Structured Sparsity Learning for Coevolution-Based Protein Contact Prediction
Abstract
Residue coevolution refers to a biological assumption that residue pairs covary during evolution
if they form a contact within a protein or across a protein-protein interface. Under this assumption,
such covariance can be used to predict residue contacts within or between protein sequences. The
increasing availability of protein sequence data allows for wider applicability and also demand
more accurate approaches.
Current methods are modeling sequence data in Markov random fields and use maximum likelihood
estimations to infer residue contacts. They mainly target the accuracy of contact prediction
under the promise that more accurate 2D contact prediction helps to get a better 3D structure. This
is correct but not the whole picture since patterns of predicted 2D contacts also play a significant
impact on 3D structure reconstruction.

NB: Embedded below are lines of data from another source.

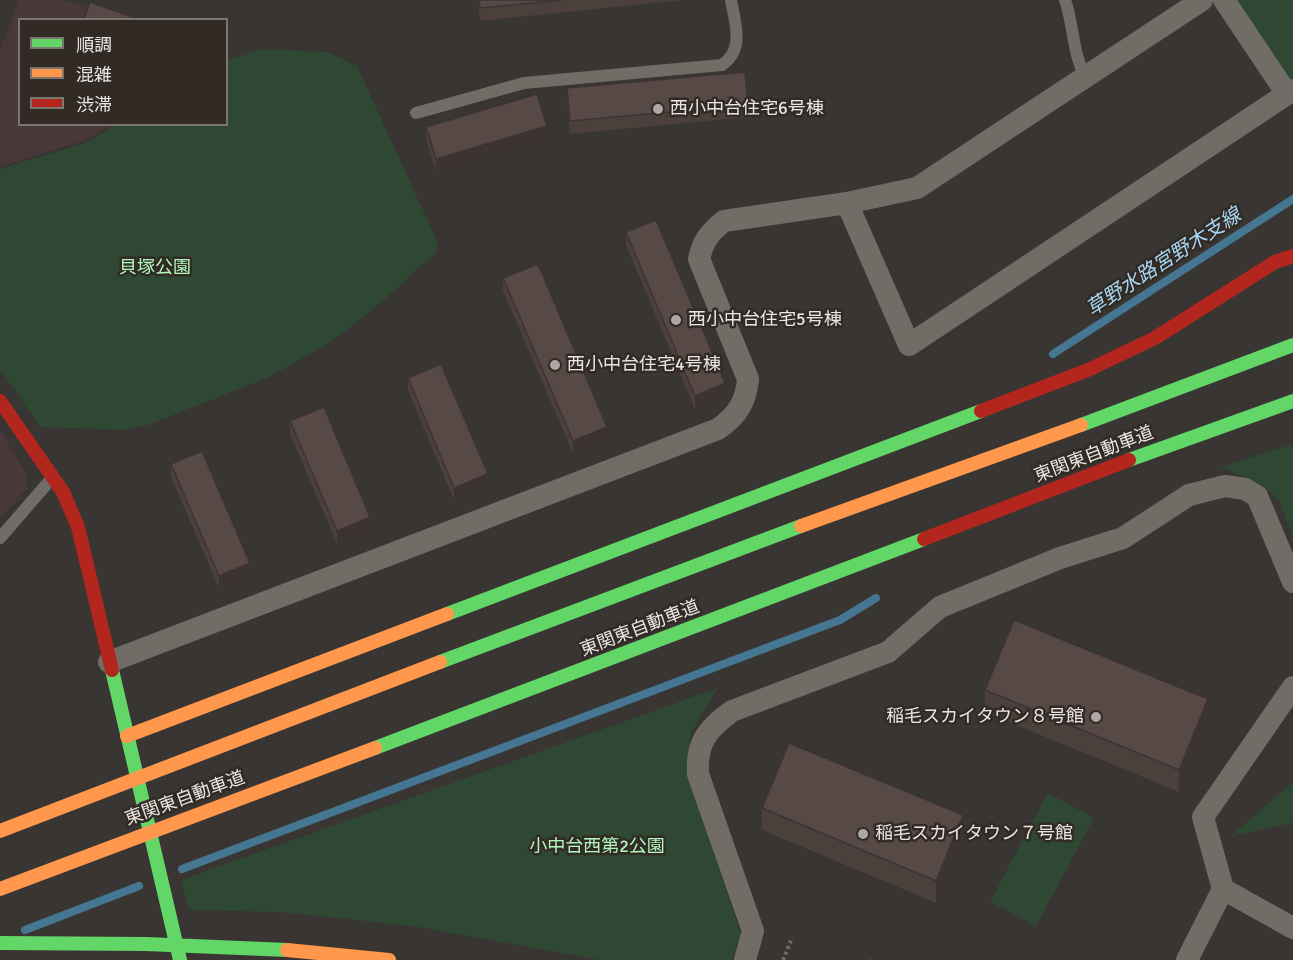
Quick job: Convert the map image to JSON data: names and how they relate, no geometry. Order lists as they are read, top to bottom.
{
  "streets": {
    "main road": ["東関東自動車道"]
  },
  "water": ["草野水路宮野木支線"],
  "parks": ["貝塚公園", "小中台西第2公園"],
  "places": [
    "西小中台住宅6号棟",
    "西小中台住宅5号棟",
    "西小中台住宅4号棟",
    "稲毛スカイタウン８号館",
    "稲毛スカイタウン７号館"
  ],
  "legend": ["順調", "混雑", "渋滞"]
}
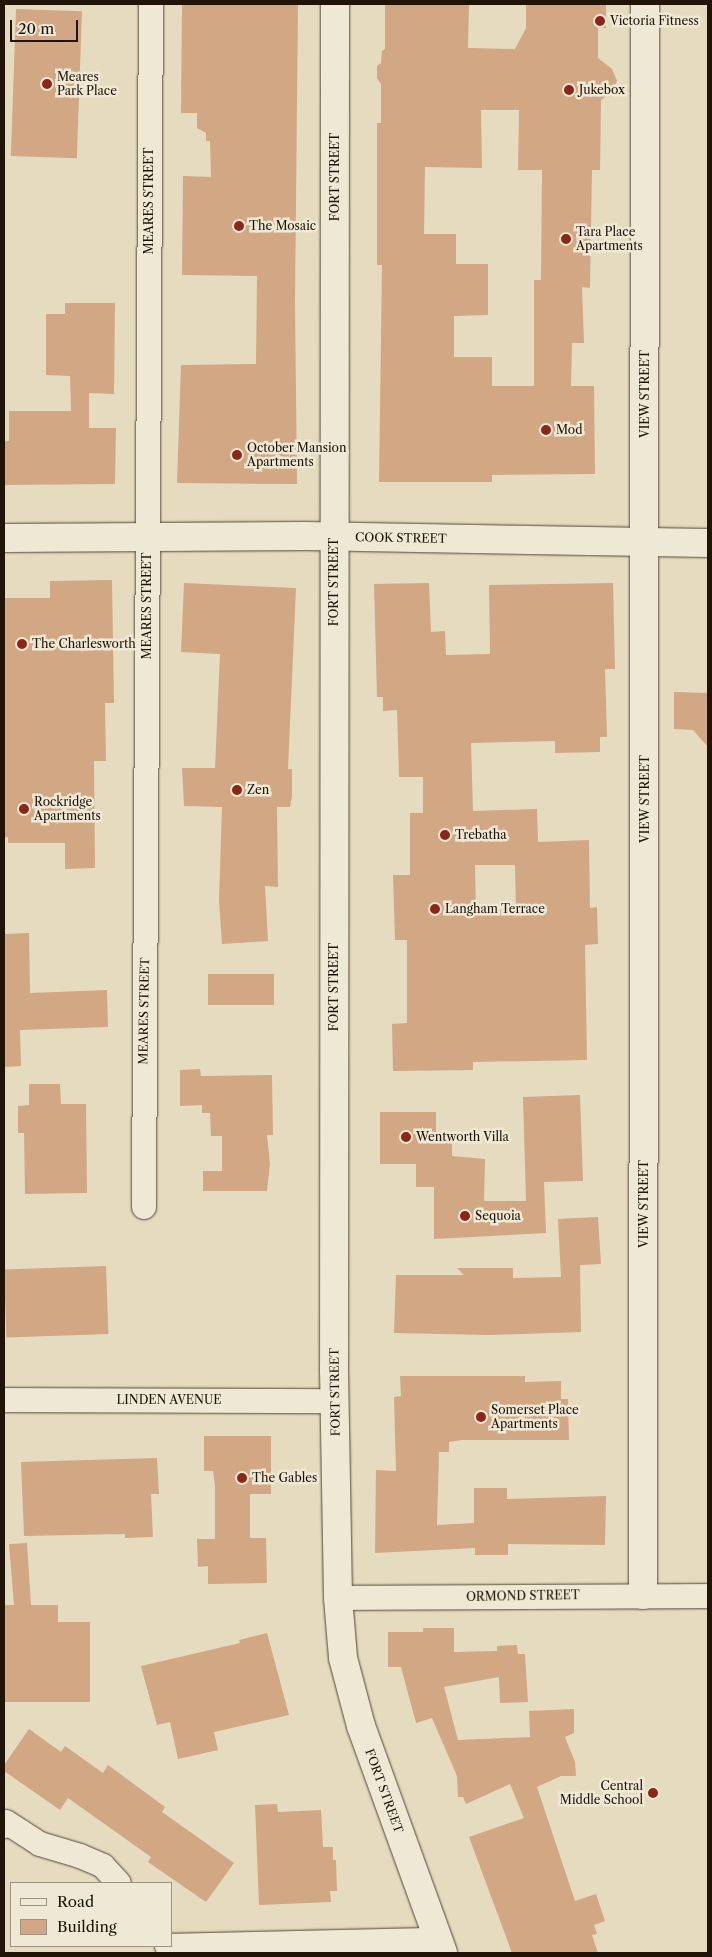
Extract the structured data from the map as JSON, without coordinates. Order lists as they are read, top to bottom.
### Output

For example, contacts between long-distance residue
pairs in general help more than adjacent residue pairs do. Moreover, current methods always get
predictions that focus on certain area.
To directly target 3D structure predictions, we introduce a new method which exploits more
types of data, such as secondary structure data and folds type information, to characterize the desired
sparsity patterns of contact prediction in a biologically meaningful way. It then uses multiple
structured sparsity regularization models, including group LASSO and group dispersive sparsity,
to enforce such sparsity patterns. This method benefits from the consideration and promotion of
structured sparsity, which contributes to improvement of 3D structure prediction.
Citation
Wu, Di (2018). Structured Sparsity Learning for Coevolution-Based Protein Contact Prediction. Master's thesis, Texas A & M University. Available electronically from https : / /hdl .handle .net /1969 .1 /174625.